94-) Ve lekad ci’tümuna furada kema hâlâknaküm evvele merretin ve terektüm ma havvelnaküm verae zuhuriküm* ve ma nera me’aküm şüfe’âekümülleziyne ze’amtüm ennehüm fiyküm şürekâ’* lekad tekatta’a beyneküm ve dalle anküm ma küntüm tez’umun;

Andolsun sizi ilk defa yarattığımız (durumdaki) gibi (orijininizin farkındalığıyla) FERD’ler olarak bize geldiniz! Sizi hayaline daldırdığımız şeyleri, geride bıraktınız... (Allâh) ortakları sanıp şefaatçi edindiklerinizi de sizinle beraber görmüyoruz... Andolsun ki aranızdaki bağ kopmuş ve var sandığınız şeyler sizden kaybolup gitmiştir!

95-) İnnAllâhe falikulhabbi venneva* yuhricül hayye minel meyyiti ve muhricül meyyiti minel hayy* zâlikümullâhu, feenna tü’fekûn;

Muhakkak ki Allâh tohumu ve çekirdekleri çatlatıp yarandır (Esmâ tohumundan varlık sûretlerini yaratan)! Ölüden (hakikat ilmi yoksunu) diriyi (Hayy ismi özelliğiyle ölümsüzlüğünü fark edeni) çıkarır... Diriden (hakikat bilgisiyle yaşarken - mülhime kavrayışı içindeyken) de ölüyü (kozasını terk edemeyip nefsi emmâreye - bedenselliğe düşeni) çıkarır! İşte Allâh budur! Nasıl (hâlden hâle)çevriliyorsunuz?

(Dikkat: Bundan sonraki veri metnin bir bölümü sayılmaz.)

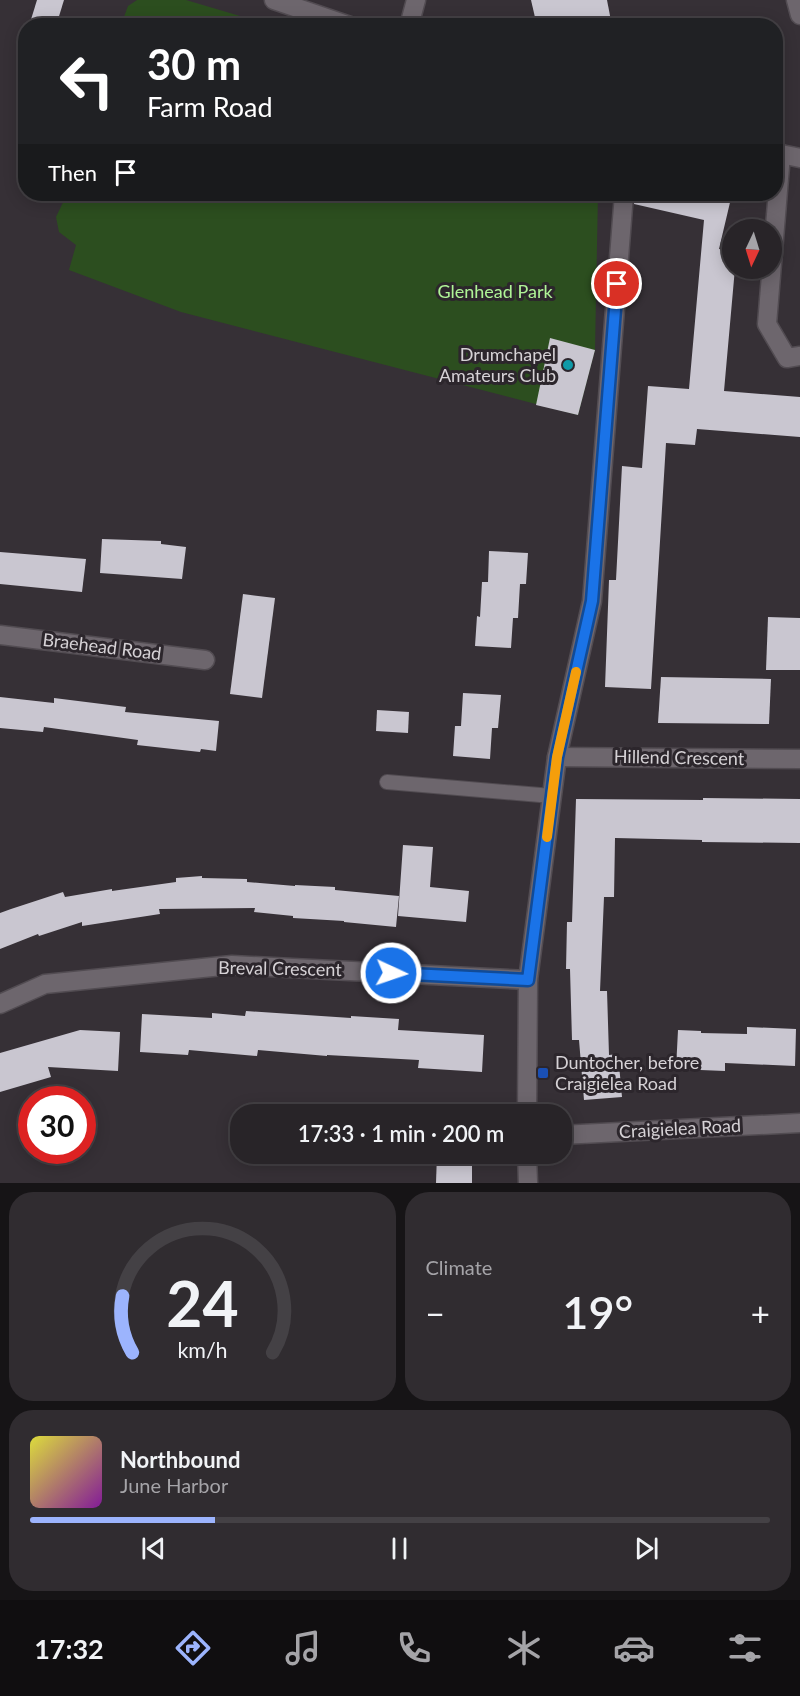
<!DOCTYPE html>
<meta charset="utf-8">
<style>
body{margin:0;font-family:Lato,sans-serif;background:#302c30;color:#f1f3f6;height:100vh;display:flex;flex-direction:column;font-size:22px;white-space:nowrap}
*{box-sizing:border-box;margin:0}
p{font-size:20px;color:#a5a4a8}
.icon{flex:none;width:33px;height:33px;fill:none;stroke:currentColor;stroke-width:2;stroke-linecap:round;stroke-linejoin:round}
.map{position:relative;height:1183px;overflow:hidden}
.sheet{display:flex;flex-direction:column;gap:9px;padding:9px;background:#161416;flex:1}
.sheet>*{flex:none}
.top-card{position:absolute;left:18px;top:18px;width:765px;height:183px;border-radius:24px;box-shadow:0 3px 15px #0003,0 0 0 2px #444145;background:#202124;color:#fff;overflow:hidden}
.needle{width:39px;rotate:184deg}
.fabs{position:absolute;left:722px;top:219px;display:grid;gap:12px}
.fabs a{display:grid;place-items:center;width:60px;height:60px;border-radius:50%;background:#282428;box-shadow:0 3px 15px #0003,0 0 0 2px #444145;font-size:30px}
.speed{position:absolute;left:18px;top:1086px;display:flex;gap:12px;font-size:30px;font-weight:700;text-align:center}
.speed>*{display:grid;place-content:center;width:78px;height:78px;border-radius:50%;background:#282428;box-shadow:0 3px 15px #0003,0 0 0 2px #444145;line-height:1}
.speed .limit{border:9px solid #d22;background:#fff;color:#111}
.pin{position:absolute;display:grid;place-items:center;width:51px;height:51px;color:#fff;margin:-26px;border:3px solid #fff;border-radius:50%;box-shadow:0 2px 6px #0007}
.me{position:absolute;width:66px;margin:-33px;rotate:93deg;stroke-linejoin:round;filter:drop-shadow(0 0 4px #0008)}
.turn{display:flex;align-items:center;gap:21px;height:126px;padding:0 30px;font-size:27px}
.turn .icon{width:78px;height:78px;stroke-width:2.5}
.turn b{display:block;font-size:42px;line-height:51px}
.then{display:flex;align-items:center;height:57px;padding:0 30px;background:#0003;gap:12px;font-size:22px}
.big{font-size:45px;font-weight:600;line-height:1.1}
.sheet .card{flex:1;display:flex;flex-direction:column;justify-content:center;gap:9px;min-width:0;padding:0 21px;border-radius:24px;background:#302c30}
.sheet .dial{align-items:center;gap:0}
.dial svg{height:156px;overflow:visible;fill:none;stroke:#444145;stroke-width:7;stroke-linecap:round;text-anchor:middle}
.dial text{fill:#f1f3f6;stroke:none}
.song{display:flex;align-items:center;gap:18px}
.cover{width:72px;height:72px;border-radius:9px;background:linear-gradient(135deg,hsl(60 70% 55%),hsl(290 70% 35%))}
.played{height:6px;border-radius:3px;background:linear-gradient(90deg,#9cb4fd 25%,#444145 25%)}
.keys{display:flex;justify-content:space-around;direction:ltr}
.heat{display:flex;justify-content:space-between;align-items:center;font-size:33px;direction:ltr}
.sheet .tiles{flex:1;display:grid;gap:9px;grid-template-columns:1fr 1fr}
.card:last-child{grid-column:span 2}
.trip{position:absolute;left:230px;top:1104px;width:342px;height:60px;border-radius:24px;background:#282428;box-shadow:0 3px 15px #0003,0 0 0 2px #444145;font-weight:600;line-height:60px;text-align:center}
.tabs{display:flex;height:96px;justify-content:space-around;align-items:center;background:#100e10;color:#a5a4a8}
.tabs .icon{width:42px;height:42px}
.tabs .active{color:#9cb4fd}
.tabs b{font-size:27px;color:#f1f3f6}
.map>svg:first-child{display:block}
.green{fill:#2c4e1f}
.building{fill:#c9c6d0}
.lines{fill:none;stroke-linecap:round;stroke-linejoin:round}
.lane-casing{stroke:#524c52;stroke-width:16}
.street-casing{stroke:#524c52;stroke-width:21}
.lane{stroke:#6d666d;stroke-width:14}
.street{stroke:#6d666d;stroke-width:18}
.route-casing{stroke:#114b97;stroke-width:15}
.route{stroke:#1a73e8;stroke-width:10}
.slow{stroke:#f59e0b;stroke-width:10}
.culture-dot{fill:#0f9aa8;stroke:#2c262c;stroke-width:2}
.transit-dot{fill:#1a4fb4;stroke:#2c262c;stroke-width:2}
.labels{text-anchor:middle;stroke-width:6;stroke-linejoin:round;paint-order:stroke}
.park-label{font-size:18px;fill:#aff496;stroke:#2c262c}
.poi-label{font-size:18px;fill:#d6d2d6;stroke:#2c262c;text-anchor:end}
.street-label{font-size:18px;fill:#d6d2d6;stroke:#2c262c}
</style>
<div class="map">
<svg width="800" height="1183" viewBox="0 0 800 1183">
<rect width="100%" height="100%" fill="#363036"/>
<g class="green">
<path d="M137 0H186L270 25H121L128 6Z"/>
<path d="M67 194H598L595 350 578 415 181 312 69 270 76 245 59 232 56 217Z"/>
</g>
<g class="building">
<path d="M37 0H64L56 26H29Z"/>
<path d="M531 0H607L612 26H537Z"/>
<path d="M635 194H732L719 249 732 251V268H735L724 391 800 397V437L697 429 695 445 666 443 651 689 605 687 609 580H616L622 466 642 468 648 386 689 389 704 220 634 204Z"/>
<path d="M550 338 595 350 578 415 536 405Z"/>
<path d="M102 539 161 541V544L186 547 182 579 100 573Z"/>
<path d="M489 551 528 553 526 584H520L518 618H513L511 648 475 646 477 616 480 617 482 582H488Z"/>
<path d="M0 552 86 559 82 592 0 584Z"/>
<path d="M243 594 275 598 262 698 230 694Z"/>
<path d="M768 617 800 618V670H766Z"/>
<path d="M661 677 771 679 769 724 658 723Z"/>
<path d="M463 693 501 695 498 728H492L490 759 453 756 455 726H461Z"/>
<path d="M0 697 54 703V698L126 707 125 712 219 721 216 751 201 749 200 752 137 745 138 740 44 727 43 732 0 728Z"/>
<path d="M377 710 409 712 408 733 376 731Z"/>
<path d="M703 798 800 799V843L702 842V840L615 838 614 897H604L600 991H607L609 1055 618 1054 622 1097 584 1100 579 1040H572L570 969H566L567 922H572L576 799 703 800Z"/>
<path d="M403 845 433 847 430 887 469 891 466 922 398 916Z"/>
<path d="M202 876V878L247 879V882L295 886V885L335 887V890L399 896 396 927 344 922V921L293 918V916L254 912 255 908 159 909 160 914 82 926V922L39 936 38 934 0 949V913L11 909 63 892 65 897 112 889V891L176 882V878Z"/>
<path d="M246 1011 351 1018V1016L399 1019 398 1030 484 1035 482 1072 418 1068 419 1060 327 1055V1056L258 1050 257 1056 189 1050 188 1055 140 1052 142 1014 212 1018V1013L245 1016Z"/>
<path d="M747 1027 796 1029 795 1066 725 1063V1071L676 1069 678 1030 701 1031V1033L747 1034Z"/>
<path d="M80 1030 120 1032 118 1071 48 1067 51 1077 0 1092V1053Z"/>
<path d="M437 1154H472V1183H436Z"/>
</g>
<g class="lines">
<defs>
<path id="lane" d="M387 782 552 796"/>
<g id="street">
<path d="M274 0 350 26"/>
<path d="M796 0 800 15"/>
<path d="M409 26 416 0"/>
<path d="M776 153 800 158"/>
<path d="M781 154 767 324 787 358 800 356"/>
<path d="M0 635 205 660"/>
<path d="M557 757 800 759"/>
<path d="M0 1004 45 984 232 965 528 980"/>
<path d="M527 1114 528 980 557 757 592 601 624 194"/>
<path d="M561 1135 800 1123"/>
<path d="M527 1154 528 1183"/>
</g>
</defs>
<use href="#lane" class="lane-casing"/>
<use href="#street" class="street-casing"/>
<use href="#lane" class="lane"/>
<use href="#street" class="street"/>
</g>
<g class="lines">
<defs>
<path id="route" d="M391 973 528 980 557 757 592 601 617 284"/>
</defs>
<use href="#route" class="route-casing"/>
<use href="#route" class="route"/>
<path class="slow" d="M547 837 557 757 576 672"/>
</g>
<circle class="culture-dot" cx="568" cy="365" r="6"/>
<rect class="transit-dot" x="537" y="1067" width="12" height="12" rx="3"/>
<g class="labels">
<g class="park-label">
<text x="495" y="298">Glenhead Park</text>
</g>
<g class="poi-label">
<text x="556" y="361">Drumchapel<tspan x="556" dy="21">Amateurs Club</tspan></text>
<text x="555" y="1069" text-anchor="start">Duntocher, before<tspan x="555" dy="21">Craigielea Road</tspan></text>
</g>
<g class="street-label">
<text transform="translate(102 647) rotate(7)" y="6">Braehead Road</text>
<text transform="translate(679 758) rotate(1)" y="6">Hillend Crescent</text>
<text transform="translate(280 969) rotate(1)" y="6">Breval Crescent</text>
<text transform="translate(680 1129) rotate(-3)" y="6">Craigielea Road</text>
</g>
</g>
</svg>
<div class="fabs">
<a><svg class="needle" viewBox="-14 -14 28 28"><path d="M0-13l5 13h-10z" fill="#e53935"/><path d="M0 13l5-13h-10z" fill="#a5a4a8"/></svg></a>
</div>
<div class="speed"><div class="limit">30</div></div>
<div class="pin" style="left:617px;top:284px;background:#d93025"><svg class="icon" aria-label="arrive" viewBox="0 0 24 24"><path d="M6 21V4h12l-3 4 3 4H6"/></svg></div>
<svg class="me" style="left:391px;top:973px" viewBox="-20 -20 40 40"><circle r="17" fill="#1a73e8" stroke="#fff" stroke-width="3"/><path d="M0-11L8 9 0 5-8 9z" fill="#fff"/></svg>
<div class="trip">17:33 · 1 min · 200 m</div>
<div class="top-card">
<div class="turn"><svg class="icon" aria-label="left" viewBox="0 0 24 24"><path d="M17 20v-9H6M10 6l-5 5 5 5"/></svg><div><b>30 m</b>Farm Road</div></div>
<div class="then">Then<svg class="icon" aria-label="arrive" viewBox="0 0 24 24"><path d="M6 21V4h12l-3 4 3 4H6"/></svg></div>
</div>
</div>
<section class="sheet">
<div class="tiles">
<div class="card dial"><svg viewBox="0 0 100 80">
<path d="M14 69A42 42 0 1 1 86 69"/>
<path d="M14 69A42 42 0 0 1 9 40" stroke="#9cb4fd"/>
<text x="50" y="56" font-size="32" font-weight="700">24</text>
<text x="50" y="72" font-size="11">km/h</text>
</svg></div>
<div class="card"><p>Climate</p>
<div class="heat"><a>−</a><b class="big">19°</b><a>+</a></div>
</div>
<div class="card">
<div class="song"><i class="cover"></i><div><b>Northbound</b><p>June Harbor</p></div></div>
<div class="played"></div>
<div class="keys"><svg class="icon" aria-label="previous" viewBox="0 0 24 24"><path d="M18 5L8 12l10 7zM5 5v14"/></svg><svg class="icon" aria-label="pause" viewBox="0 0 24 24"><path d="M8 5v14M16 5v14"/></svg><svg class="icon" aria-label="next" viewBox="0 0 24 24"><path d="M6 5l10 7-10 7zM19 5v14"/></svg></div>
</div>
</div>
</section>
<nav class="tabs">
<b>17:32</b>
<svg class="icon active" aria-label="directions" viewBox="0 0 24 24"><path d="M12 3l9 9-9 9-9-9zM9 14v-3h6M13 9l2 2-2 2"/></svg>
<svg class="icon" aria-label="music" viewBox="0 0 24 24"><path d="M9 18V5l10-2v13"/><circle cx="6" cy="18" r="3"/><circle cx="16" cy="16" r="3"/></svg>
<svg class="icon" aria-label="phone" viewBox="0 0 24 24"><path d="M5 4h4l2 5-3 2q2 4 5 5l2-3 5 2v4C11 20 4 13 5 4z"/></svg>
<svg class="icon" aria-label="climate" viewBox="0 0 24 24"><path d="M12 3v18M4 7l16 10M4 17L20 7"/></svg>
<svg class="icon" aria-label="car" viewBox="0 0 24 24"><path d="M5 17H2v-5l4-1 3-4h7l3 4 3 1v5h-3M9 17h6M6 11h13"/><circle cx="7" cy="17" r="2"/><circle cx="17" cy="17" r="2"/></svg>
<svg class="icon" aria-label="filters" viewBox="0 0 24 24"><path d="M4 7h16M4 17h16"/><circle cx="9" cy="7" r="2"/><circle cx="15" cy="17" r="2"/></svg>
</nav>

96-) Falikul ısbah* ve ce’alelleyle sekenen veşŞemse vel Kamera husbana* zâlike takdiyrul Aziyzil Aliym;

Karanlığı yarıp aydınlığı ortaya çıkarandır! Geceyi sükûnet, Güneş ve Ay’ı ölçüler vesilesi kıldı... Bu, Aziyz ve Aliym olanın takdiridir.

97-) Ve HUvelleziy ce’ale lekümünNücume litehtedu Biha fiy zulümatil berri velbahr* kad fassalnel âyâti likavmin ya’lemun;

“HÛ”dur; karanın ve denizin karanlıklarında, hidâyet bulmanız için yıldızları oluşturan! Gerçekten biz, bilen bir toplum için işaretleri tafsil ettik.

98-) Ve HUvelleziy enşeeküm min nefsin vahıdetin femüstakkarun ve müstevde’un, kad fessalnel’âyâti likavmin yefkahun;

“HÛ” ki, sizi Nefs-i Vâhide’den (TEK BİR NEFS’ten - Tek bir benlikten) inşa etti... Müstekarr (istikrar bulma - hakikatini tanıma ve yaşamada kararlılık için dünyanın oluşması)... Müstevda (beden - emaneten kalma yeri)... Hakikaten biz, anlayışı açık bir halk için işaretleri tafsil ettik.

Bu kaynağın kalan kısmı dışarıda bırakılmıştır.